68. Là encore, le devis précise qu'il 'ne comprend pas la cession de droits d'auteur, cette dernière sera établie à finalisation du projet et selon vos besoins'. Cette réalisation a fait l'objet d'un contrat de cession de droit non exclusif au profit de l'agence ByVolta signé le 28 décembre 2015.

69. Les seules captures d'écran effectuées par l'huissier dans son procès-verbal des 24 et 25 novembre 2020 montrent qu'un échange a eu lieu par mail relatif à la 'Présentation de l'application' mais il est impossible d'en lire la date et l'expéditeur. Par ailleurs, la société du parc du Futuroscope produit une facture relative à cette prestation de la société 4D adressée à l'agence ByVolta le 11 novembre 2016.

70. Même si les appelants s'interrogent sur cette facture éditée 11 mois plus tard, celle-ci concerne notamment la 'création d'une séquence animée destinée à être diffusée sur un mur d'images composé de 3 écrans plats courbes' et elle a été émise antérieurement à leur première réclamation (22 février 2017).

71. Indépendamment du fait que les appelants échouent à démontrer l'originalité des oeuvres alléguées, la titularité des droits y attachés doit être questionnée.

Sur la titularité des droits

72. Selon l'article L. 113-1 du code de la propriété intellectuelle, 'la qualité d'auteur appartient, sauf preuve contraire, à celui ou à ceux sous le nom de qui l'oeuvre est divulguée'.

32. Aux termes de l'article L. 113-2 :

'Est dite de collaboration l'oeuvre à la création de laquelle ont concouru plusieurs personnes physiques.

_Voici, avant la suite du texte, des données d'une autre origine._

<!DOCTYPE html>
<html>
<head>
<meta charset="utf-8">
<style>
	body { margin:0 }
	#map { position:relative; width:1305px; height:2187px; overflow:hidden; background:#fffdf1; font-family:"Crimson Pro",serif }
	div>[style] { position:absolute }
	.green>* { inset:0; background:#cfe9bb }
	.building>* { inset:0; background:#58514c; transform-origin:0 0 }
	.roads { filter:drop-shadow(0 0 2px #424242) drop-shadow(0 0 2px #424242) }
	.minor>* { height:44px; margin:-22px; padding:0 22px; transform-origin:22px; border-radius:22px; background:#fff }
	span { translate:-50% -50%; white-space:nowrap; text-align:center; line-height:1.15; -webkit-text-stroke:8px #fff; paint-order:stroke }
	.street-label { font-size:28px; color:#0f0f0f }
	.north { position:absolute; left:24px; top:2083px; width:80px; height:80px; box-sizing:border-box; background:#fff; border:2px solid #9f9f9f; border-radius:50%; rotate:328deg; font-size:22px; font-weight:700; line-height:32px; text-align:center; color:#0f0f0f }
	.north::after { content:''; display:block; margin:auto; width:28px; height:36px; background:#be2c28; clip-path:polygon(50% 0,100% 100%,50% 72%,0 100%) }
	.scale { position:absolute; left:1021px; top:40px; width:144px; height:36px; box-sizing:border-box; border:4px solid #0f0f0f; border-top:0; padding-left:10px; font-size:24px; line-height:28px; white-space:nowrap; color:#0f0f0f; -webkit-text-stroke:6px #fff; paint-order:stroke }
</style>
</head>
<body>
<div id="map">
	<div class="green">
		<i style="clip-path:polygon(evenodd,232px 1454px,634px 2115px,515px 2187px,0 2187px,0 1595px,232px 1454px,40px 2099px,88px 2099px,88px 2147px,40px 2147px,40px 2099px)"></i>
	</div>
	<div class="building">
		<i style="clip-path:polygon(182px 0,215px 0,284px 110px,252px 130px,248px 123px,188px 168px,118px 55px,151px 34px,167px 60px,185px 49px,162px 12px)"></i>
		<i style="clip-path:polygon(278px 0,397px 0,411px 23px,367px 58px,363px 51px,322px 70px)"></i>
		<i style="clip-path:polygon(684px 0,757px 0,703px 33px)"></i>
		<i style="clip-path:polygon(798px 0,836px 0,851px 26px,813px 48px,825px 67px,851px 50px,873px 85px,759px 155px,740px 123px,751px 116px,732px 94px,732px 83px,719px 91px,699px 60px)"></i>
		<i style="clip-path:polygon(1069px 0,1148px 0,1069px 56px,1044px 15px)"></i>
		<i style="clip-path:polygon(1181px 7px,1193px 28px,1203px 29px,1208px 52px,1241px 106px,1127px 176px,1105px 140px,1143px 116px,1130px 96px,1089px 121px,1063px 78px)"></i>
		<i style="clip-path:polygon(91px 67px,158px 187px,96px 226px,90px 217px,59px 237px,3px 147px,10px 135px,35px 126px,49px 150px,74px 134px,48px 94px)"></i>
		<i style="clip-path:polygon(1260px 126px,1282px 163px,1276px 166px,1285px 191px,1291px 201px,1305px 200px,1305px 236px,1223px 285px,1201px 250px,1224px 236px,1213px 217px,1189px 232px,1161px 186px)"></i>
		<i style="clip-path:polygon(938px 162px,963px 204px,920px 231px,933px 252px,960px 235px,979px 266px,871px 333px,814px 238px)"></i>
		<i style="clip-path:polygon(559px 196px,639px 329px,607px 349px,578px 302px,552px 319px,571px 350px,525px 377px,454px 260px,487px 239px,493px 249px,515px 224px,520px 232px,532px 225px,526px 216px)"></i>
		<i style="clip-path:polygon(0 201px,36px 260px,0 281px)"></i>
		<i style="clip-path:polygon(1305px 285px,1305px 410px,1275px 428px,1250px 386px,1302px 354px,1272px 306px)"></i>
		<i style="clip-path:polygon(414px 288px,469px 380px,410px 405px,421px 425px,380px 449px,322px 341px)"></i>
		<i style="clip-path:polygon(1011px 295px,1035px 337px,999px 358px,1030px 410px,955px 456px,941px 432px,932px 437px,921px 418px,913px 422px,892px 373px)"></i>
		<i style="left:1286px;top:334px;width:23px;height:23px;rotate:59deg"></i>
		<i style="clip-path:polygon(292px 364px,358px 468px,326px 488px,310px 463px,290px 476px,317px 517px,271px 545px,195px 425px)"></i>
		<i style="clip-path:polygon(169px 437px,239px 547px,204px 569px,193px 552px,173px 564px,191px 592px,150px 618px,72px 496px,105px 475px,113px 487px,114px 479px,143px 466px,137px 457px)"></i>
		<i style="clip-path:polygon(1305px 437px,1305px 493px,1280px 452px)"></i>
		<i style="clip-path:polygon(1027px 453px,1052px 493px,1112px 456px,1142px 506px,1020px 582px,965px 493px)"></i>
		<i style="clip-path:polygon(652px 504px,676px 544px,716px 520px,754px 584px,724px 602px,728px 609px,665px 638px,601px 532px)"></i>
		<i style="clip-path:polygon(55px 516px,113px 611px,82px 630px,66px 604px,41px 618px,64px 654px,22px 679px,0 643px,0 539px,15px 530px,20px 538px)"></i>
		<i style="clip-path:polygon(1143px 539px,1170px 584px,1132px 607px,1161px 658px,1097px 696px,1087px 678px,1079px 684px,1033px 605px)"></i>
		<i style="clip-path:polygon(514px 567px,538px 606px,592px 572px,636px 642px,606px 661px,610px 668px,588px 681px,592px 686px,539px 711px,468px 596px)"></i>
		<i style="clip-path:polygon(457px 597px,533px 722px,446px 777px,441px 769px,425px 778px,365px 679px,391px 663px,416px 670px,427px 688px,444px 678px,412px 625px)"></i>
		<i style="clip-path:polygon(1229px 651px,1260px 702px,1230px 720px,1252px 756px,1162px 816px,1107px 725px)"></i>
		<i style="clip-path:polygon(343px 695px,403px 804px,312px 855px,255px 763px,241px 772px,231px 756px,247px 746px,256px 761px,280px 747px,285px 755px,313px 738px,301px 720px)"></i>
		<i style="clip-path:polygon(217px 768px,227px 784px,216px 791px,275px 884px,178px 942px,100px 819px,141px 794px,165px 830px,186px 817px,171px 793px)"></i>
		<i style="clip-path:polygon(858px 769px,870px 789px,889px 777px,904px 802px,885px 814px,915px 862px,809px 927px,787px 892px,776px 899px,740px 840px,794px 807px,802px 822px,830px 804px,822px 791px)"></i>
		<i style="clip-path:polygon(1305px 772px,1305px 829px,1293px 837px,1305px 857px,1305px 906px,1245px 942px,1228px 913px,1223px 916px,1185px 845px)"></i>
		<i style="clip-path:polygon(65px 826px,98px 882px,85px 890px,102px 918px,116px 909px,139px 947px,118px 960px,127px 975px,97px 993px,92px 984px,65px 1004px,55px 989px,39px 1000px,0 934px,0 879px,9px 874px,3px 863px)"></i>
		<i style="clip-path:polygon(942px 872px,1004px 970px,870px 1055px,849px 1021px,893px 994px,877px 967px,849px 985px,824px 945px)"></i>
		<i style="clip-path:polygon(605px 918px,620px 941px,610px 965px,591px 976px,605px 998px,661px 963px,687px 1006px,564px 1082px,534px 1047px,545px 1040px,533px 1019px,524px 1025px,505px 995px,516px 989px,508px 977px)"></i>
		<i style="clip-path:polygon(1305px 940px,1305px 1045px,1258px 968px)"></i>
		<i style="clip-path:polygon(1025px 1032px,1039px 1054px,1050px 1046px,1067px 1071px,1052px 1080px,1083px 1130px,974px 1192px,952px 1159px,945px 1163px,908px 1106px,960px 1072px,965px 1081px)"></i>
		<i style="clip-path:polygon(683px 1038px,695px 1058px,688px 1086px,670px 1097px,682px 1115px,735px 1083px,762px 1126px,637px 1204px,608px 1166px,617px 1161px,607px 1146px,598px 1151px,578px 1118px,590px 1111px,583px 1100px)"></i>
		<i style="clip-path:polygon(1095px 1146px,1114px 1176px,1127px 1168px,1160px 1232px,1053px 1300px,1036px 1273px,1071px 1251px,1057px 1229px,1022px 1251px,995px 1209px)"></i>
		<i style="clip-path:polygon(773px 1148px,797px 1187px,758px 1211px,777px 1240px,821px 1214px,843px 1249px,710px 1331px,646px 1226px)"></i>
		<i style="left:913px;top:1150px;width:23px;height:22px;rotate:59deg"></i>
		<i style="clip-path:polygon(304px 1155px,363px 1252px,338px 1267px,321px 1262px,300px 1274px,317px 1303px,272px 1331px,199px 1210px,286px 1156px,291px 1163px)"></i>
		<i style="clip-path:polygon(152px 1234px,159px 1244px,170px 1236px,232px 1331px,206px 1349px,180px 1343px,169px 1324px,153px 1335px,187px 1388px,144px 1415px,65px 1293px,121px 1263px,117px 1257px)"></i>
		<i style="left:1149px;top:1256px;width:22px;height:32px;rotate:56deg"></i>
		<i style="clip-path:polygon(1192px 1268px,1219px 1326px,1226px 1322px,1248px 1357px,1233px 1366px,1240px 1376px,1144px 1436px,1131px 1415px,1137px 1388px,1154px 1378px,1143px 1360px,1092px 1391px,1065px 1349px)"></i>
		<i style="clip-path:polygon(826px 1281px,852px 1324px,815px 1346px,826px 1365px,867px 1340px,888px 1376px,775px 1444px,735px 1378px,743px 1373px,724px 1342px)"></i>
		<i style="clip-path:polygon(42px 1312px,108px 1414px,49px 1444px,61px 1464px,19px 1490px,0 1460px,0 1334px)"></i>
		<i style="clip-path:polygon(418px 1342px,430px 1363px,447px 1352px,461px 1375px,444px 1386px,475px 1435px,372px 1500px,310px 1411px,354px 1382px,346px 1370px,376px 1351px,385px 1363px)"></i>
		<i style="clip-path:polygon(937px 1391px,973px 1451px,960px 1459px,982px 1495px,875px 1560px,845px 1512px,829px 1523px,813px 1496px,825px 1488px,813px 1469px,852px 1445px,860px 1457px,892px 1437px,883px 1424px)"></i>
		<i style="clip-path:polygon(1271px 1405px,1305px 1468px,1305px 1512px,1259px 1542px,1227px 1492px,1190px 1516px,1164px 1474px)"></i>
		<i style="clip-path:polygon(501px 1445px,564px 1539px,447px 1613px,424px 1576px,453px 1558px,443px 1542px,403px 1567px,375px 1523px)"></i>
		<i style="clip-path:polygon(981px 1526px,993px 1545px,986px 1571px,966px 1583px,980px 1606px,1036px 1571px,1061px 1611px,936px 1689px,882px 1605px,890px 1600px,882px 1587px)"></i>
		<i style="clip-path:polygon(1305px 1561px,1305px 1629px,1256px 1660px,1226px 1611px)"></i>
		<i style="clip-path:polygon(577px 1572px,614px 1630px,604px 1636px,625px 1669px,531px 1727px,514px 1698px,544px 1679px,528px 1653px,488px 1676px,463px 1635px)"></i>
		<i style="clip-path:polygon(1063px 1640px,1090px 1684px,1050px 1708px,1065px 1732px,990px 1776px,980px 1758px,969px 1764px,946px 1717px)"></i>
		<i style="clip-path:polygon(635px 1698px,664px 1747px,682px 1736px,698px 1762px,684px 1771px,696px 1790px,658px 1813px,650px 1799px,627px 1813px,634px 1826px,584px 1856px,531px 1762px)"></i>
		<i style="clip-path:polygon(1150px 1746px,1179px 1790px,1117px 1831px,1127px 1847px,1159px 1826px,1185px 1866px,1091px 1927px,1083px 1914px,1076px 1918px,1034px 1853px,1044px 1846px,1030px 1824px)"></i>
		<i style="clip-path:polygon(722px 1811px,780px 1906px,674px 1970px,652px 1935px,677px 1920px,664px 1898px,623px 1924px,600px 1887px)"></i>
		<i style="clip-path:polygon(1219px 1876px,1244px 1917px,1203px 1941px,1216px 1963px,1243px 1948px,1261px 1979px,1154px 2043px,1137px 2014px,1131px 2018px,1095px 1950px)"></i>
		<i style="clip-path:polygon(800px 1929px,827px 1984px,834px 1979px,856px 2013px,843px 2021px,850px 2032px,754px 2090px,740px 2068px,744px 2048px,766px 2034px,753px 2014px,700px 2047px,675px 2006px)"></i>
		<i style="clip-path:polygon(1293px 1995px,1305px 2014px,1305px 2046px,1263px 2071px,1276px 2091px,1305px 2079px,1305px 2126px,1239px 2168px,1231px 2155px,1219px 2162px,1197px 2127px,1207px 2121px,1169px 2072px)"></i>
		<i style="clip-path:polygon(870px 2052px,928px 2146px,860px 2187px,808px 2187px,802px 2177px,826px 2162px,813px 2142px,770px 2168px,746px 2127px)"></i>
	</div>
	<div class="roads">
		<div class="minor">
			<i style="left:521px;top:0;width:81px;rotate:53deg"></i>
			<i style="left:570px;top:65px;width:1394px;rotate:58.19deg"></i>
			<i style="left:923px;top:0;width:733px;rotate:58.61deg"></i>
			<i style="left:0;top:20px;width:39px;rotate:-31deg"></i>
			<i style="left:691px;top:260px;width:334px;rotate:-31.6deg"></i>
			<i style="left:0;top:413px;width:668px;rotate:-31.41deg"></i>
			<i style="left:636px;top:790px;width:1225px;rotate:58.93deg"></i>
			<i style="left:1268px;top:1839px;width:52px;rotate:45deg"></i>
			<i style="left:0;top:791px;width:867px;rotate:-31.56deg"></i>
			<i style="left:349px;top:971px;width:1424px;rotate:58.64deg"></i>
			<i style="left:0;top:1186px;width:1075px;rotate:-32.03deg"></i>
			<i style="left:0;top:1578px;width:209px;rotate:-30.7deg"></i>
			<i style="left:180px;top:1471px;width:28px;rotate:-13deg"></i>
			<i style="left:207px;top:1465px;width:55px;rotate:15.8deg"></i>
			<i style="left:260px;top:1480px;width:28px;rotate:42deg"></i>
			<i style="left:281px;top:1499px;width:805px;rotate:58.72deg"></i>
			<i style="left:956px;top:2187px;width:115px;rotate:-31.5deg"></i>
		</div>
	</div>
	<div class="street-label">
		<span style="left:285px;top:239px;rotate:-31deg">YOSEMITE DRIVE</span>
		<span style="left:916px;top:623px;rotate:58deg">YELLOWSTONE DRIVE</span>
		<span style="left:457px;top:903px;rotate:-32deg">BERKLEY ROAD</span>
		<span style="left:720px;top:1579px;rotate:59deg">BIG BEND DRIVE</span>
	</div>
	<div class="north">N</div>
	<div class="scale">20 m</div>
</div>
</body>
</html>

Est dite composite l'oeuvre nouvelle à laquelle est incorporée une oeuvre préexistante sans la collaboration de l'auteur de cette dernière.

Est dite collective l'oeuvre créée sur l'initiative d'une personne physique ou morale qui l'édite, la publie et la divulgue sous sa direction et son nom et dans laquelle la contribution personnelle des divers auteurs participant à son élaboration se fond dans l'ensemble en vue duquel elle est conçue, sans qu'il soit possible d'attribuer à chacun d'eux un droit distinct sur l'ensemble réalisé'.

74. L'article L. 113-3 définit 'l'oeuvre de collaboration (comme) la propriété commune des coauteurs.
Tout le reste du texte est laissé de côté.